→ TO DO
Please filter the data down to the lines that include the word "Court" and copy them.

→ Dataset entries
=== Section Start ===

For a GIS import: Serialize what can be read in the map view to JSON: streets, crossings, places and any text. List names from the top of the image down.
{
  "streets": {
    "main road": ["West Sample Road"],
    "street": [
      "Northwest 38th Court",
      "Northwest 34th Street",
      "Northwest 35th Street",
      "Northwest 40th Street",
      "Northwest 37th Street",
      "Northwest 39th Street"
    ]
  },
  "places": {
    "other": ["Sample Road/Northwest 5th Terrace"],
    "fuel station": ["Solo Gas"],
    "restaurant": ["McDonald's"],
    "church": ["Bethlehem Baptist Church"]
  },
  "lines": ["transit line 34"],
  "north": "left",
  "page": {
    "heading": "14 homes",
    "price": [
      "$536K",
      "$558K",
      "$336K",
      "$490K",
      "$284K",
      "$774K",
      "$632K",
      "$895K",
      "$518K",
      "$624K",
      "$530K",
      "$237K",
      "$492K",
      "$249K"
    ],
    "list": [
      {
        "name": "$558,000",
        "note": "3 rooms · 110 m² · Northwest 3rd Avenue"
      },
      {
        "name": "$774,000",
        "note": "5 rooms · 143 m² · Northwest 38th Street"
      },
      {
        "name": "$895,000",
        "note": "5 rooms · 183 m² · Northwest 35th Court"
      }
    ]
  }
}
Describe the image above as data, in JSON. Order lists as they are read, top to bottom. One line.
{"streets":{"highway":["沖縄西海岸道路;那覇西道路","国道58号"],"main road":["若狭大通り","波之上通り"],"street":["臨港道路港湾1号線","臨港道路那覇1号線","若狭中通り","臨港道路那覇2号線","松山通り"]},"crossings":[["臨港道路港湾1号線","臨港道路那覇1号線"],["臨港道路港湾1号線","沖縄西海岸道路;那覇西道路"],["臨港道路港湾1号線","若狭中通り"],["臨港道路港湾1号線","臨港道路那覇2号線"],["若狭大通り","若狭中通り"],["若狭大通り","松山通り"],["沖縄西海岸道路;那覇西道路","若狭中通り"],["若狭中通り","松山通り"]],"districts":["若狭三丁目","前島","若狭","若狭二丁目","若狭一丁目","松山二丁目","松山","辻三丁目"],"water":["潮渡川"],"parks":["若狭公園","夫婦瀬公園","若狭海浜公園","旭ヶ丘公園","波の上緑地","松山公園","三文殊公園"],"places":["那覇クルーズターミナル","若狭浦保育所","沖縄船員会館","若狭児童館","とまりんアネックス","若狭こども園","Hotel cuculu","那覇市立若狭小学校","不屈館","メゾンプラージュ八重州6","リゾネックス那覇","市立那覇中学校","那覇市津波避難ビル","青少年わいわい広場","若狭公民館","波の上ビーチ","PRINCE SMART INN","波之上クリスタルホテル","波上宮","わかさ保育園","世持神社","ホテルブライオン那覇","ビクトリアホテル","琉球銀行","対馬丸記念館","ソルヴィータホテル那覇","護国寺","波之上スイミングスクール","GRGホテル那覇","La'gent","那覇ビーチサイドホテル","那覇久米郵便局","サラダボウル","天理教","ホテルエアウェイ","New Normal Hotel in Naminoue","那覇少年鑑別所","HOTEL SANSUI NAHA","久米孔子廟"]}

=== Section End ===

→ ANSWER SECTION
      "Northwest 38th Court",
        "note": "5 rooms · 183 m² · Northwest 35th Court"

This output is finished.